The view from Las Ruinas at dusk was really awesome! We are so glad Oliver recommended it! It was a great introduction to the massive Rio. Around 6pm we headed to Escadaria Selarón (tiled stairs in Lap that poor Patrick had earlier lugged his suitcase up as he followed Google Maps walking directions from a bus stop). The stairs surprisingly did not feel sketchy at all at dusk, although there were some homeless people sleeping and hippies partying near the bottom.
We ate dinner at Adega Flor de Coimbra, which was extremely close to the bottom of Escadaria Selarón. JT and Patrick split a small feast of feijoada (a traditional Brazilian dish), while Katie had an egg and cheese omelet with roasted potatoes and broccoli rice. The food was good, but did not live up to its TripAdvisor hype.
Once we got back to the hostel we played some foosball, drank some very strong R$5 caprihinis from the hostel bar, and hung out in the expansive common areas for a while. There is really is a common area for any mood you might have! JT also conducted a ‘catitarian’ mission and went to feed the many cats he found around the hostel. The hostel also has three cats of its own, that reside at the hostel and are fed by the hostel. There are also signs on the doors to the dorms asking people to keep the doors closed to keep the cats out of the dorms. 🙂
Next, we showered. The hostel rents towels for R$5, but we were asked for a R$50 deposit when we went to rent one.

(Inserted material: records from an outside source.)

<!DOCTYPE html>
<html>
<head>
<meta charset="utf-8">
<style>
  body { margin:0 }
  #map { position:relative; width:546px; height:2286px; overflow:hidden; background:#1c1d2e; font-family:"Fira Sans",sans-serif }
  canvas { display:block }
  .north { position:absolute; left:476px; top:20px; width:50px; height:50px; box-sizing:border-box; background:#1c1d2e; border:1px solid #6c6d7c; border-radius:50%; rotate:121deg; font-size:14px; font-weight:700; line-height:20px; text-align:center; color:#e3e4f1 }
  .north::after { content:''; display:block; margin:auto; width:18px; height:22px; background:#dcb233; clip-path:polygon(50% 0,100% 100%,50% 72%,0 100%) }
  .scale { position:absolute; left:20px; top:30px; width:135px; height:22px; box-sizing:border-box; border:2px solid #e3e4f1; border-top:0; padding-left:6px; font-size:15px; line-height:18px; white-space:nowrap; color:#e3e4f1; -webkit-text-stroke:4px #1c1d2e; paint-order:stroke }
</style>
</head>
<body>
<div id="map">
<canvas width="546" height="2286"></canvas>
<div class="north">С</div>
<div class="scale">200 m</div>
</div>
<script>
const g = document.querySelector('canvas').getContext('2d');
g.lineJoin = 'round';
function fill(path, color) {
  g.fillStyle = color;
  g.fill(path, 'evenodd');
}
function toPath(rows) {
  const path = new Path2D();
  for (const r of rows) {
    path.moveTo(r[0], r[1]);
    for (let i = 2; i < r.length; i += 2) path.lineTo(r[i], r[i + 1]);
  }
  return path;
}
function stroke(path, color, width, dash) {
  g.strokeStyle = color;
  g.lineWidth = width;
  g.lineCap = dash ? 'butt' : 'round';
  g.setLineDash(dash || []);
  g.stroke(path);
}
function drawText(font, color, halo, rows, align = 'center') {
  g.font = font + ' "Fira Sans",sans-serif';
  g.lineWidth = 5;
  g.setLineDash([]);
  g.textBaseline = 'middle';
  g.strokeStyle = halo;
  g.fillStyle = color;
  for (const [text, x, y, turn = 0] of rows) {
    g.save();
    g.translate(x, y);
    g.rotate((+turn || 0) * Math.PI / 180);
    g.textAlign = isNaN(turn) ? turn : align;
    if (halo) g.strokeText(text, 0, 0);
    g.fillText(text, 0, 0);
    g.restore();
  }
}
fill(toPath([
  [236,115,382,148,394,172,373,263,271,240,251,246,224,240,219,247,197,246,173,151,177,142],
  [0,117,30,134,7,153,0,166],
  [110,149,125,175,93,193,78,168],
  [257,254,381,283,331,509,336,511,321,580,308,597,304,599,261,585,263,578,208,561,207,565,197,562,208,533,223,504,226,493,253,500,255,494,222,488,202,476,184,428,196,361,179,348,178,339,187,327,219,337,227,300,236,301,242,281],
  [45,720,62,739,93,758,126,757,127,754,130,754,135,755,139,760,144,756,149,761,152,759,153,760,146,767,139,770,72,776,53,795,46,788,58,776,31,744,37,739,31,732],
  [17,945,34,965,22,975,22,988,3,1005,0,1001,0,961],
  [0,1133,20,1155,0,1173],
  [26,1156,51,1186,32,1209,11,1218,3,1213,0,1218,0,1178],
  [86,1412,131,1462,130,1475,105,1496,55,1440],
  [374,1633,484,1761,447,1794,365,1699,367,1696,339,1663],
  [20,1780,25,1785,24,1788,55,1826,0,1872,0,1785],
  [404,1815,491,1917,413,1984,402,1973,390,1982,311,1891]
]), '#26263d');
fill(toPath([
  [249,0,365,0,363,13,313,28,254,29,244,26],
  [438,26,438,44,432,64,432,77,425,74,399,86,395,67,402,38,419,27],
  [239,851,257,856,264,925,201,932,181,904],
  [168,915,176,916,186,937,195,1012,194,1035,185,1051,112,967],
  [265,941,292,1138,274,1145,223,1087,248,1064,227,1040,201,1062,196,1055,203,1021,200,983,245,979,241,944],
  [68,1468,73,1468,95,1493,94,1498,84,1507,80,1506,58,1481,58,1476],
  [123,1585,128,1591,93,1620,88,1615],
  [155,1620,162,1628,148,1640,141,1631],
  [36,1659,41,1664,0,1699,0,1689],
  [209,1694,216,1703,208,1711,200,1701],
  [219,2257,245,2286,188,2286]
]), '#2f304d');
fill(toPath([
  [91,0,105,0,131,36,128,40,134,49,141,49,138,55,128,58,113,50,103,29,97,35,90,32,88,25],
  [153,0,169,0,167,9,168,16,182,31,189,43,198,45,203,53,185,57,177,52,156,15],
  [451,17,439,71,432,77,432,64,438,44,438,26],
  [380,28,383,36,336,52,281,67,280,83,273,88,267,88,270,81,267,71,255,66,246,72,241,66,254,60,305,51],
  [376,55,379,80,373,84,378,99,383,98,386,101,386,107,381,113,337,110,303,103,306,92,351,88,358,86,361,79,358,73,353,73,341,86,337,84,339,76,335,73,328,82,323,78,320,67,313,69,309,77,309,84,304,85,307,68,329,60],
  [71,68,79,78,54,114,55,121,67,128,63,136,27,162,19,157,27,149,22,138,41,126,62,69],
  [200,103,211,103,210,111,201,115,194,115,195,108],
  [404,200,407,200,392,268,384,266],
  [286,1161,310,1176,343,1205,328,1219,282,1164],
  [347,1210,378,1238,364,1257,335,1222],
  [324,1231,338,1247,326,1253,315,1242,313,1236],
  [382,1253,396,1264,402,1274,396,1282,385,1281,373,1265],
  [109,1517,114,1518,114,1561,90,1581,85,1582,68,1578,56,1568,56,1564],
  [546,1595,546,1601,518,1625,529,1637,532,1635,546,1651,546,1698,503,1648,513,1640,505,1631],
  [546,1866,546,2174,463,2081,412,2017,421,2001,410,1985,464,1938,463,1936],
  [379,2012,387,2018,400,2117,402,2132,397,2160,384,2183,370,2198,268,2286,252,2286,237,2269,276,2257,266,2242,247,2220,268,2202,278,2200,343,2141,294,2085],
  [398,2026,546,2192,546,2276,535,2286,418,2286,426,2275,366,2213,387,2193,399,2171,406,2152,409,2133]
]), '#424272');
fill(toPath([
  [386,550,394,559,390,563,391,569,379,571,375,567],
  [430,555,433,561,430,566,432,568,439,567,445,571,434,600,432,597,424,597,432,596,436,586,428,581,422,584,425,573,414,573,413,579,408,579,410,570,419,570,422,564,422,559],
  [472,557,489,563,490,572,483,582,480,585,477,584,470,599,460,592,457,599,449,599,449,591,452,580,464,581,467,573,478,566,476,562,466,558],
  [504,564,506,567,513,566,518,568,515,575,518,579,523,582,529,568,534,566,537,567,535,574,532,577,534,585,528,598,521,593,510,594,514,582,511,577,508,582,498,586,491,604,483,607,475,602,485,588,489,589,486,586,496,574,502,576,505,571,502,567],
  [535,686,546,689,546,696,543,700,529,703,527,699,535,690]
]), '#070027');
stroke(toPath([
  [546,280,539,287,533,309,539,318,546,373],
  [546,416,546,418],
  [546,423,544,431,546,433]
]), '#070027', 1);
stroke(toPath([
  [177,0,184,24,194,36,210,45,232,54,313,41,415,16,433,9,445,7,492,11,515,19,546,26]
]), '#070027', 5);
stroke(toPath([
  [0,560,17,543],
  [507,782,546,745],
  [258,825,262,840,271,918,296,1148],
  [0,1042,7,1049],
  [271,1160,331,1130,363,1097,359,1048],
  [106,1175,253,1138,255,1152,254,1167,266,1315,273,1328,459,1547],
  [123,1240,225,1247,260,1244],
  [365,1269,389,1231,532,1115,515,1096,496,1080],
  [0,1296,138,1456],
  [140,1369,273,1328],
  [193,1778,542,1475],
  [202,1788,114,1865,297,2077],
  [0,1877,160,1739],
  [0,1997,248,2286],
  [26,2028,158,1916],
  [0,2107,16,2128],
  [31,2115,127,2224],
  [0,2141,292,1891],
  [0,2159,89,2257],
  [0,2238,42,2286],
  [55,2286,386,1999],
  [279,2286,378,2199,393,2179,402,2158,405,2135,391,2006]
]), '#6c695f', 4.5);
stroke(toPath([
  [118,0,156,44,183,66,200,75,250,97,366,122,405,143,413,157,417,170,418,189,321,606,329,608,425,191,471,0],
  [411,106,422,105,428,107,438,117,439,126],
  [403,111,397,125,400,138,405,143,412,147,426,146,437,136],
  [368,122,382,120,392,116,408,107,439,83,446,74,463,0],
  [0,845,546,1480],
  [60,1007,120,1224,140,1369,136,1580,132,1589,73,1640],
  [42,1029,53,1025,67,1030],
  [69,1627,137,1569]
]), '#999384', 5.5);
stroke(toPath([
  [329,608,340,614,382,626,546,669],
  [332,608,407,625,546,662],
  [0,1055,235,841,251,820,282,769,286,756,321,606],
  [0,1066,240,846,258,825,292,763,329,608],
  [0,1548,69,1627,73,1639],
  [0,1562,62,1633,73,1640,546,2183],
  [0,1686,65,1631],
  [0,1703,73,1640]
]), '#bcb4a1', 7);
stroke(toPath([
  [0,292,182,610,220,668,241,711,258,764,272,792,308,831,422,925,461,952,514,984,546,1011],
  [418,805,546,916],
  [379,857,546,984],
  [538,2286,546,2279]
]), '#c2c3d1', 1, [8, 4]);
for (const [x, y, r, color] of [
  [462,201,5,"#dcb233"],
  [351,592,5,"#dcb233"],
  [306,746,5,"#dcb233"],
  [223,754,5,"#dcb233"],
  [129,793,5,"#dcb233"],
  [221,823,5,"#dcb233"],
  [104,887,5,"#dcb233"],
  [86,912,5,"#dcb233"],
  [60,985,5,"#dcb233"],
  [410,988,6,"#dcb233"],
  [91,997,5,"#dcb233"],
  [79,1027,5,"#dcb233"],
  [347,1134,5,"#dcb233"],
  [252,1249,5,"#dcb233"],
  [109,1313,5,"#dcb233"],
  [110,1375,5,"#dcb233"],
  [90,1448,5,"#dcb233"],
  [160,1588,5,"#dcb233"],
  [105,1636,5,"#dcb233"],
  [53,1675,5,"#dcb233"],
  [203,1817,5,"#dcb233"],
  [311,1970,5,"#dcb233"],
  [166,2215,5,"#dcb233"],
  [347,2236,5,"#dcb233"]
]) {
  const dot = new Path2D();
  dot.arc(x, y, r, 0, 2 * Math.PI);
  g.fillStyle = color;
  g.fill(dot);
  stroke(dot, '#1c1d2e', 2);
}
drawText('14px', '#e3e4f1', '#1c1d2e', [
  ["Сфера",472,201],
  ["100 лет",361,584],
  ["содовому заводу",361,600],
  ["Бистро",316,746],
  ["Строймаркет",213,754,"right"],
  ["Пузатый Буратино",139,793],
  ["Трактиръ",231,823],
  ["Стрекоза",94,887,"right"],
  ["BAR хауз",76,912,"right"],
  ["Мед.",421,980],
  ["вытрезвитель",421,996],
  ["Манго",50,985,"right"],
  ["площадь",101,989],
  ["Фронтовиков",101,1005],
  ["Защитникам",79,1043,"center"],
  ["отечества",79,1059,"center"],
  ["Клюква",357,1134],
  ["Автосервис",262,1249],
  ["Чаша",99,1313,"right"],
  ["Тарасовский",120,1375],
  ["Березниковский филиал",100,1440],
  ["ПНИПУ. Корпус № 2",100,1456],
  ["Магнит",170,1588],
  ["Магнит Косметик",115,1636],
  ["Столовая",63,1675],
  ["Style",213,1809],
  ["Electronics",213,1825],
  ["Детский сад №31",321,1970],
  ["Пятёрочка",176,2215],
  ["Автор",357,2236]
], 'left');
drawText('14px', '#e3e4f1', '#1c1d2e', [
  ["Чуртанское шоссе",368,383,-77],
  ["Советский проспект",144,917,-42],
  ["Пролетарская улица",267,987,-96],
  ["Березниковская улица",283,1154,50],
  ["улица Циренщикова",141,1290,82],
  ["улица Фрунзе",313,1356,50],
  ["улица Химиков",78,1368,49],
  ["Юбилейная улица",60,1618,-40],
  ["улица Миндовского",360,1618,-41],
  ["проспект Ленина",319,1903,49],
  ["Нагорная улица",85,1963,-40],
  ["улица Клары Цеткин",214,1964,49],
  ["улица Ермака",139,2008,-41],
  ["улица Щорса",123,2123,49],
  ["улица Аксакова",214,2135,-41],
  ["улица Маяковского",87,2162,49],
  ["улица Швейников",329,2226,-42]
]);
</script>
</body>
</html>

We were afraid about having to collect this deposit early the next morning, so we used our own. We were ready for bed by 11:15pm, but the party was just starting at the outdoor bar just below our window (which did not really close properly/completely). It is a Friday and it is a hostel – so we can’t complain. We just put in some earplugs. The music downstairs did seem to wrap up around midnight, but people continued to be noisy. Pretty neat place though!